_Supplied material_

※ ※ ※

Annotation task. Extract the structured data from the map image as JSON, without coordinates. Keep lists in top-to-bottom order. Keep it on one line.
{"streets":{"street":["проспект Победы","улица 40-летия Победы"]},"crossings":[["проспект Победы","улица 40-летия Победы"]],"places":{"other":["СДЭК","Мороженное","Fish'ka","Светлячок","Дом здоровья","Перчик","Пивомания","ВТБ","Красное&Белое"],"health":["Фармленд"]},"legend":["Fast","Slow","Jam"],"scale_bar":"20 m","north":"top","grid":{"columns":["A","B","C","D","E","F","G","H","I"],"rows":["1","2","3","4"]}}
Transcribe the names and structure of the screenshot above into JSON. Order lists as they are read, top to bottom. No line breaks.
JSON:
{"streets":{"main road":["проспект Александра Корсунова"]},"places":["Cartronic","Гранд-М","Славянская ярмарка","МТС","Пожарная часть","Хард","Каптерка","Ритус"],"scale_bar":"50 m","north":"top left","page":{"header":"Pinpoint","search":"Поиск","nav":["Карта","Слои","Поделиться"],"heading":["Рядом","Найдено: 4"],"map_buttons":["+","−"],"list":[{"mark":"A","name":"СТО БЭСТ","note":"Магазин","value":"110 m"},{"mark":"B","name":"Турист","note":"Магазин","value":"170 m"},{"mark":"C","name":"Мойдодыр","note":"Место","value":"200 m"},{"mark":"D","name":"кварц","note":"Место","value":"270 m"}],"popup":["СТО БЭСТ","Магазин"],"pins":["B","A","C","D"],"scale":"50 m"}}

※ ※ ※

_Exercise details_
Every record must be transcribed exactly as written.

_Output of the exercise_
Annotation task. Extract the structured data from the map image as JSON, without coordinates. Keep lists in top-to-bottom order. Keep it on one line.
{"streets":{"street":["проспект Победы","улица 40-летия Победы"]},"crossings":[["проспект Победы","улица 40-летия Победы"]],"places":{"other":["СДЭК","Мороженное","Fish'ka","Светлячок","Дом здоровья","Перчик","Пивомания","ВТБ","Красное&Белое"],"health":["Фармленд"]},"legend":["Fast","Slow","Jam"],"scale_bar":"20 m","north":"top","grid":{"columns":["A","B","C","D","E","F","G","H","I"],"rows":["1","2","3","4"]}}
Transcribe the names and structure of the screenshot above into JSON. Order lists as they are read, top to bottom. No line breaks.
JSON:
{"streets":{"main road":["проспект Александра Корсунова"]},"places":["Cartronic","Гранд-М","Славянская ярмарка","МТС","Пожарная часть","Хард","Каптерка","Ритус"],"scale_bar":"50 m","north":"top left","page":{"header":"Pinpoint","search":"Поиск","nav":["Карта","Слои","Поделиться"],"heading":["Рядом","Найдено: 4"],"map_buttons":["+","−"],"list":[{"mark":"A","name":"СТО БЭСТ","note":"Магазин","value":"110 m"},{"mark":"B","name":"Турист","note":"Магазин","value":"170 m"},{"mark":"C","name":"Мойдодыр","note":"Место","value":"200 m"},{"mark":"D","name":"кварц","note":"Место","value":"270 m"}],"popup":["СТО БЭСТ","Магазин"],"pins":["B","A","C","D"],"scale":"50 m"}}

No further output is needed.